Cartagena Street Art - The walls of Getsemani
It should come as no surprise that the troubled years of the FARC uprising and the unrest unleashed by the drug barons, together with the recent peace deal which remains controversial for many Colombians, is all most powerfully expressed in an extraordinary variety of street artworks, particularly in Bogota and Medellin. Perhaps it is the sunny climate, but In Cartagena the street art is wide ranging depicting all sorts of images and people.
Getsemani is the district immediately adjacent to the main historic centre, outside the walled city, which not so long ago had a reputation as a gritty, down-at-heal neighbourhood of poor housing, violence and indeed some streets were no-go areas even for locals. This has all changed, but the area has not succumbed to the downside of gentrification. The buildings are still faded and the locals all sit outside the front of their houses playing chess and dominoes on lazy Sunday afternoons. This is the best place to capture the real essence of old-style Cartagena.
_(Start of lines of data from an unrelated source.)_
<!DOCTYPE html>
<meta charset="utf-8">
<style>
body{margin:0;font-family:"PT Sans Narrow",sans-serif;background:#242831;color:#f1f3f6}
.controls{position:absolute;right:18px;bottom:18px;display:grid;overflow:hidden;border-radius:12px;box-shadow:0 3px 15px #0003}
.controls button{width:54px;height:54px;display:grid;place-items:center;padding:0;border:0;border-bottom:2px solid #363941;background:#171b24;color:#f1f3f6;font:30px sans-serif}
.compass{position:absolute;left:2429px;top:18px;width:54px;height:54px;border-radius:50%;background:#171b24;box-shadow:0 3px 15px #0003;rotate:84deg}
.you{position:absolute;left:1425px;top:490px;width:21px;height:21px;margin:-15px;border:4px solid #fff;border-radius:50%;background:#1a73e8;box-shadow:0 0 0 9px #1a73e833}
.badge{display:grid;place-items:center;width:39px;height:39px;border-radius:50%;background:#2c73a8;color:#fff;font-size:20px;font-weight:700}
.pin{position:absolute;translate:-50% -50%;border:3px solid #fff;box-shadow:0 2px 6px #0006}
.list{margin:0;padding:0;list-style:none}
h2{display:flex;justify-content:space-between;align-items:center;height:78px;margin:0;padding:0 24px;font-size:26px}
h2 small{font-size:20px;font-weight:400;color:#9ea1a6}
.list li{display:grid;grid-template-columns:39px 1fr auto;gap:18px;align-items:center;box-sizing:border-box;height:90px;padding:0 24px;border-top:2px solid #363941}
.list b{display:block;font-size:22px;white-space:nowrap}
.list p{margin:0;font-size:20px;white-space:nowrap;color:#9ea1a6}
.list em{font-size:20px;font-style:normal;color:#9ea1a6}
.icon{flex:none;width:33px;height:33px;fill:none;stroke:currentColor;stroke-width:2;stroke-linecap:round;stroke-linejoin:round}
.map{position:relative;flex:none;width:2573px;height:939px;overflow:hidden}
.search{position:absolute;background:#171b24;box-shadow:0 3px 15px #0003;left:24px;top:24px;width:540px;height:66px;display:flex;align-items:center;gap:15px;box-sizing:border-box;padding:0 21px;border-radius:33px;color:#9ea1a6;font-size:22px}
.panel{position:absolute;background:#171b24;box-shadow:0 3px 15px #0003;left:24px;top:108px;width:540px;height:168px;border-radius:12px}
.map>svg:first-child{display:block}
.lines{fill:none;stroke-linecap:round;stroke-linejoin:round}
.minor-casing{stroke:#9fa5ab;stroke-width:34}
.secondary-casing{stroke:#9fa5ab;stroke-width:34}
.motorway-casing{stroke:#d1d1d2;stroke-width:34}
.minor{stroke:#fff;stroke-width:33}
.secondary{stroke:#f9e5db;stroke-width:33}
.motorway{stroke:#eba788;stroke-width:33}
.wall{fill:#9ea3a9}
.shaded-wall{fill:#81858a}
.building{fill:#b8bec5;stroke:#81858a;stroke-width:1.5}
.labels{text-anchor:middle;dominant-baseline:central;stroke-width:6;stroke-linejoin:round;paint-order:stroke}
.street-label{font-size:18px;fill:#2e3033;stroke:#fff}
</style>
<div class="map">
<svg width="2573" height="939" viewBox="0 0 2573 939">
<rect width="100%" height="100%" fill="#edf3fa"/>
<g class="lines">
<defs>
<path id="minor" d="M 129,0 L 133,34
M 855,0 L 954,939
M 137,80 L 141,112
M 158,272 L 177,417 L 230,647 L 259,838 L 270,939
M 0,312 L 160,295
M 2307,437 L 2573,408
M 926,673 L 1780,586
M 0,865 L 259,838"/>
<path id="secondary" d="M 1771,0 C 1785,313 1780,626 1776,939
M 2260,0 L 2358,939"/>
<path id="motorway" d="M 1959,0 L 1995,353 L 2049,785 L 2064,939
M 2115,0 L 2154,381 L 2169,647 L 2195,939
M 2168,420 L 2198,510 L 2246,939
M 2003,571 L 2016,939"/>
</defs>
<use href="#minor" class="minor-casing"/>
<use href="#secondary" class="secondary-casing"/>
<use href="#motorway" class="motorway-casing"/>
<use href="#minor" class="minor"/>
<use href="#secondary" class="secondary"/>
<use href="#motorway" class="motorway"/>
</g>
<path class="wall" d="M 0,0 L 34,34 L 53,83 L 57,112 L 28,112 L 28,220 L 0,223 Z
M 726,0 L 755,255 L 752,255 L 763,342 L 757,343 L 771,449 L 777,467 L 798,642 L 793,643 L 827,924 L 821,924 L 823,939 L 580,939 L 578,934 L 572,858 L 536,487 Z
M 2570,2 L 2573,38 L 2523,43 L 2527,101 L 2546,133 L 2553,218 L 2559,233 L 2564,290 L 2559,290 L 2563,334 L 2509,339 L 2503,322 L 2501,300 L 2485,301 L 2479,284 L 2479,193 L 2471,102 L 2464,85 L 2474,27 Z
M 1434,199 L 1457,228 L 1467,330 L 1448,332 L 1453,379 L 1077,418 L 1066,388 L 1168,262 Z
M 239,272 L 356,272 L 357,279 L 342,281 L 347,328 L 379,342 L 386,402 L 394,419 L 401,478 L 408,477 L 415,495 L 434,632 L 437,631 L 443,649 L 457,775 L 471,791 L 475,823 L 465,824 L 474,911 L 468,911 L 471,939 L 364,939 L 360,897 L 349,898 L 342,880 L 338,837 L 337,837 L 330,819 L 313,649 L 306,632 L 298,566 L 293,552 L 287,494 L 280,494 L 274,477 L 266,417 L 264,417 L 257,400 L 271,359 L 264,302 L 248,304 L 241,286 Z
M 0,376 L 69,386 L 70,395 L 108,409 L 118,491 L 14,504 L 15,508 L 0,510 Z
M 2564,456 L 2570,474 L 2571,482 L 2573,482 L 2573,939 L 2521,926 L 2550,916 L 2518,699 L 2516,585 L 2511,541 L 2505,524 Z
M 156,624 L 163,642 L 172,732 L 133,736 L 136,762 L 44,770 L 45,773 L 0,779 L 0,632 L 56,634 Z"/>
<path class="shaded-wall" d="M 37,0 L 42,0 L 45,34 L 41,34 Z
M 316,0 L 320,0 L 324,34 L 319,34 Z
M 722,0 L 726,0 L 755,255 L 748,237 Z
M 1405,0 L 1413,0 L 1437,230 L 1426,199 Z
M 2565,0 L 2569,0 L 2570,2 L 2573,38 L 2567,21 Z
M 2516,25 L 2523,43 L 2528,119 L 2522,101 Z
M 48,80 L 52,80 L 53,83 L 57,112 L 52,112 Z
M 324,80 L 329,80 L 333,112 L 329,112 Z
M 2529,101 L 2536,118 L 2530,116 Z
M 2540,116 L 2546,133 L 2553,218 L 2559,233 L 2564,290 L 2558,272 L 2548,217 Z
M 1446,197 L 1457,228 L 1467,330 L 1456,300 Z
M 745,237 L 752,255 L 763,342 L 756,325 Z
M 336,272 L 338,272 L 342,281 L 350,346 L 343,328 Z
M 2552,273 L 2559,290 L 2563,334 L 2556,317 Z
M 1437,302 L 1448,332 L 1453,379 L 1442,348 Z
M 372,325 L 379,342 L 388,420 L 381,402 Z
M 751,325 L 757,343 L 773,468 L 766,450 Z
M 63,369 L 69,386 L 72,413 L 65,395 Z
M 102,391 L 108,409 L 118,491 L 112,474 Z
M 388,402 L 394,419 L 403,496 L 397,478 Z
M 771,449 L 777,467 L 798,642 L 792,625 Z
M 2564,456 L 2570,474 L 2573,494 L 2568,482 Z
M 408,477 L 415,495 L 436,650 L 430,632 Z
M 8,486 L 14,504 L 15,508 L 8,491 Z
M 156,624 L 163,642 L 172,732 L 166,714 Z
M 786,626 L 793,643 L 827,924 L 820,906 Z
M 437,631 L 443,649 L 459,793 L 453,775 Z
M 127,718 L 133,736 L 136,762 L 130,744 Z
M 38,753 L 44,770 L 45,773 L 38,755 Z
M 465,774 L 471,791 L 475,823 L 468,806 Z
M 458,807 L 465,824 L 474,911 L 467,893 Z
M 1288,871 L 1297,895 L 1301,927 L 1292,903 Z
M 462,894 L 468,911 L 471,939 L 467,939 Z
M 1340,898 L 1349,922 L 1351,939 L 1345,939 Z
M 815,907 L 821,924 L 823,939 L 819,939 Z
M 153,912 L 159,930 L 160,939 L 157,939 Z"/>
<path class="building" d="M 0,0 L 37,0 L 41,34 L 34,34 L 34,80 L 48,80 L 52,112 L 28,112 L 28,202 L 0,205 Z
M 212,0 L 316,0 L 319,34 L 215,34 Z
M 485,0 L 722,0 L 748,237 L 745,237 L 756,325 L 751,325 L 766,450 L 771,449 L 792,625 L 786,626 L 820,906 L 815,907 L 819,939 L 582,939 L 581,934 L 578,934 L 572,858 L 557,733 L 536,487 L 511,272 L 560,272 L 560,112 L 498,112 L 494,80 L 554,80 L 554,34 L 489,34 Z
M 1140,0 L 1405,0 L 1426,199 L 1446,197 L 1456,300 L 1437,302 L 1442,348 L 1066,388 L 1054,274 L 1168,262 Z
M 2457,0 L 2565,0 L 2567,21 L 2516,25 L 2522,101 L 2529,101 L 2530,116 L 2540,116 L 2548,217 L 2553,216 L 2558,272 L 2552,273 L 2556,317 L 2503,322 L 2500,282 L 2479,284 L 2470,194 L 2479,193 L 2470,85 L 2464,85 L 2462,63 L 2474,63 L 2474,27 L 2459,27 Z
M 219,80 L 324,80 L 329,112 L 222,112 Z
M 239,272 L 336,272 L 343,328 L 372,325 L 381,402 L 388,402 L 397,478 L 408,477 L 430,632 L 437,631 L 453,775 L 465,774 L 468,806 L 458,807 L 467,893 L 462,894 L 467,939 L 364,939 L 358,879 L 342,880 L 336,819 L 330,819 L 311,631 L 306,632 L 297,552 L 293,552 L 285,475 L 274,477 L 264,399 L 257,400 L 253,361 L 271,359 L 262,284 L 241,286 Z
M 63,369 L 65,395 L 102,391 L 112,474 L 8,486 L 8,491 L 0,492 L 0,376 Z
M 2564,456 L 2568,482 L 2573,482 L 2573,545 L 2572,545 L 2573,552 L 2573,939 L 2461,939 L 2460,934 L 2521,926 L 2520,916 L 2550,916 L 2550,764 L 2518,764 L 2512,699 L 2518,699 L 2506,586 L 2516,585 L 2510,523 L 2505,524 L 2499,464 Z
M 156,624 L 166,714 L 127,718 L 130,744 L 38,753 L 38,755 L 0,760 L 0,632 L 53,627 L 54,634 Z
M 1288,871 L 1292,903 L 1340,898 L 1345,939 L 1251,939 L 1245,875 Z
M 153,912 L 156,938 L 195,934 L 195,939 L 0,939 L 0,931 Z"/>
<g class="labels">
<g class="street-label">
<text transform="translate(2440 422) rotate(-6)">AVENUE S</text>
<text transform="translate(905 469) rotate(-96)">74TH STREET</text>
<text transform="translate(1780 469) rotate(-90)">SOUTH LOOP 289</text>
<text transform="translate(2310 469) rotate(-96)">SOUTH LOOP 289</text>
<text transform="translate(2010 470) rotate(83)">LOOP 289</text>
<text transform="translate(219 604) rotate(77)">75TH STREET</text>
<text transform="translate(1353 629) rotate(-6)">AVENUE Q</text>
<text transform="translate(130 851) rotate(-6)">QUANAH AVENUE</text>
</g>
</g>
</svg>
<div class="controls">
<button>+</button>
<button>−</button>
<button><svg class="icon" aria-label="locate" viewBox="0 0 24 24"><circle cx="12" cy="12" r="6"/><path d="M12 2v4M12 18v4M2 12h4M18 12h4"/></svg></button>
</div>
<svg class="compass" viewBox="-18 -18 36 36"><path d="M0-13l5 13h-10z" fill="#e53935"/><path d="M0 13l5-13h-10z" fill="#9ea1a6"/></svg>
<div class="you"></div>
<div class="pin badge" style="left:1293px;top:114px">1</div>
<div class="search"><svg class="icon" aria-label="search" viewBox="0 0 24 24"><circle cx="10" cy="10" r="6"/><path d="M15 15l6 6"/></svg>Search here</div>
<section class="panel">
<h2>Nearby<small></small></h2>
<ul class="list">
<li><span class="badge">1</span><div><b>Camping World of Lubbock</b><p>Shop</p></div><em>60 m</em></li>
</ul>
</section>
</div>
It is also an area of bohemian cafes and colourful palenqueras, ladies of African decent who carry bowls of fruit on their heads which they cut up and sell to tourists. But it is the street art that makes Getsemani such an interesting place to spend a morning, and this is something which will appeal equally to all ages. The images are not just of socio-political issues but equally encompass tropical beaches, interesting faces and local flora and fauna.
Undoubtedly, the best way to view this art is on a walking tour with a local artist as your guide. But if you are travelling with your family including children, the best bit comes at the end when you are presented with a blank canvas set up in a private courtyard of the modern art museum and under expert guidance, create you very own masterpiece. Despite initial reservations it is a delight to see all generations become completely immersed in the work, something which no-one will forget.